§ Assignment
In full and word for word, copy the listing; no pictures belong in the copy.

-=-=-

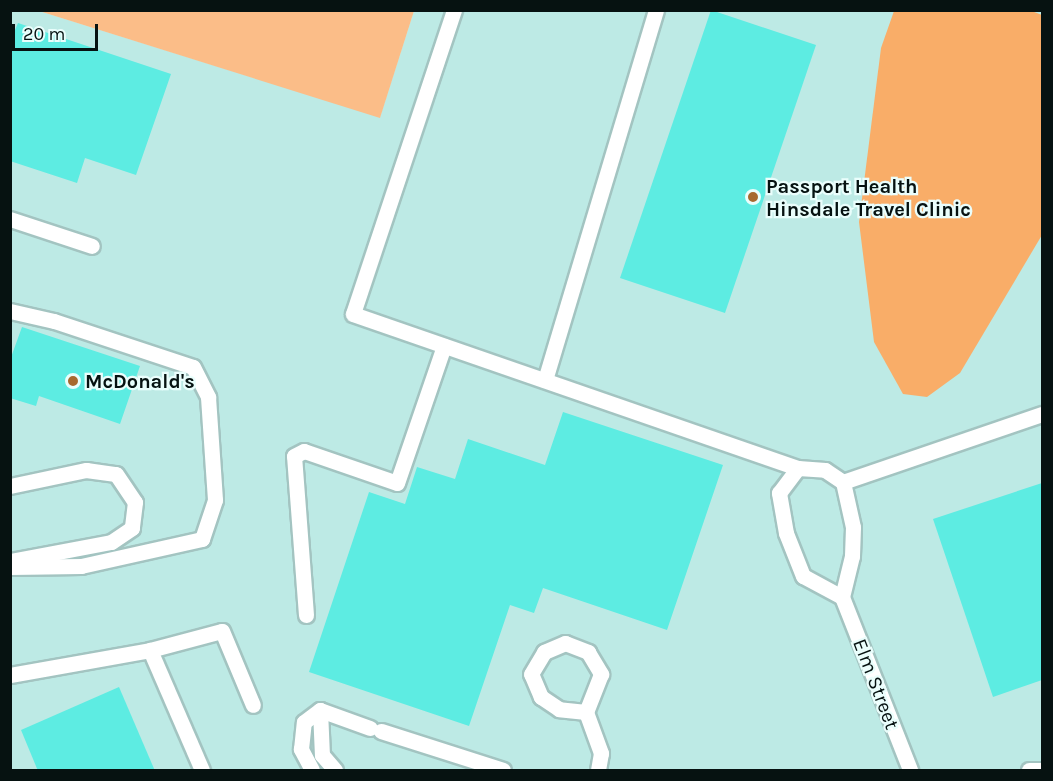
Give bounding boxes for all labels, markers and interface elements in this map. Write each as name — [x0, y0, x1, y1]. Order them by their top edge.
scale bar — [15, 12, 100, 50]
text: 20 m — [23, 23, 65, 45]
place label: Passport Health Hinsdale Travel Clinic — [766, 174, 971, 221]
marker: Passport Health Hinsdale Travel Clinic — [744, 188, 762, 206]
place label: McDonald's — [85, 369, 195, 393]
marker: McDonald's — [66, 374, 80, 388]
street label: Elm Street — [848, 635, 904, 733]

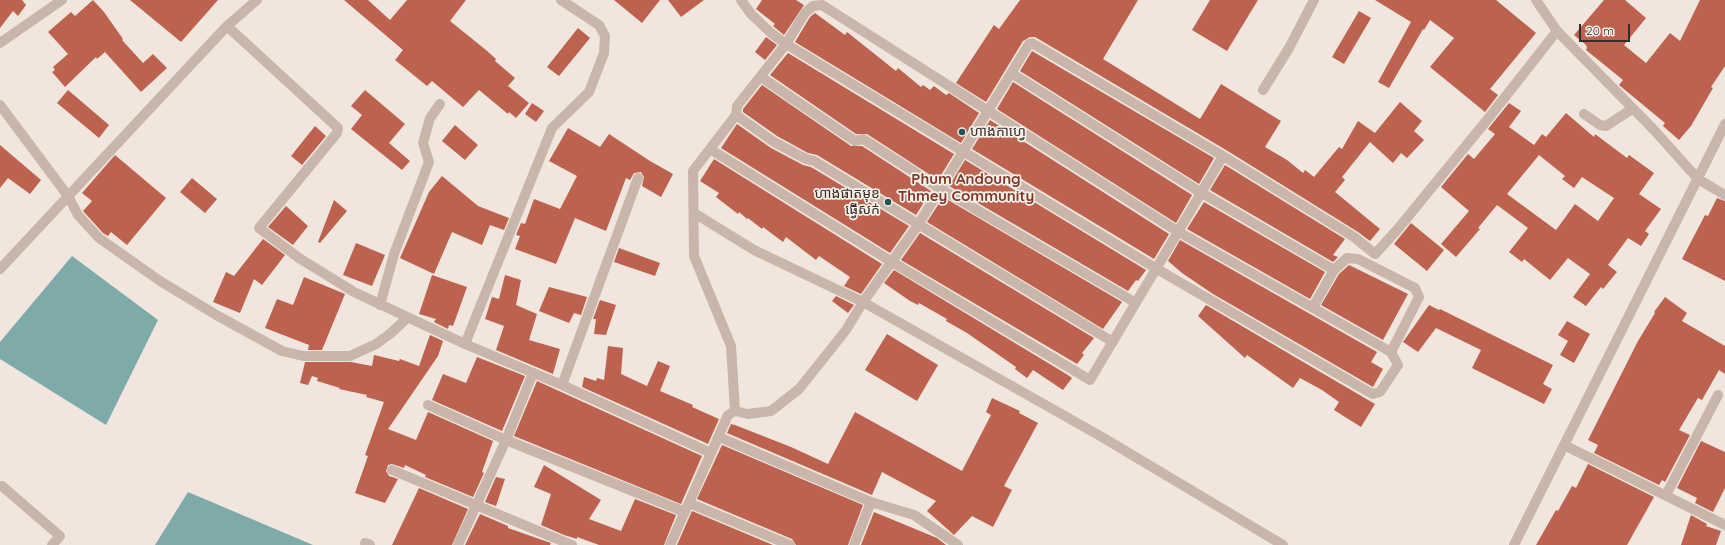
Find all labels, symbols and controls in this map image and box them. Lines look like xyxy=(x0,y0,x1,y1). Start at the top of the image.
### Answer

-=-=-

§ Exercise output
Give bounding boxes for all labels, markers and interface elements in this map. Write each as name — [x0, y0, x1, y1]. Order them by their top edge.
scale bar — [15, 12, 100, 50]
text: 20 m — [23, 23, 65, 45]
place label: Passport Health Hinsdale Travel Clinic — [766, 174, 971, 221]
marker: Passport Health Hinsdale Travel Clinic — [744, 188, 762, 206]
place label: McDonald's — [85, 369, 195, 393]
marker: McDonald's — [66, 374, 80, 388]
street label: Elm Street — [848, 635, 904, 733]

Find all labels, symbols and controls in this map image and box them. Lines look like xyxy=(x0,y0,x1,y1). Start at the top of the image.
### Answer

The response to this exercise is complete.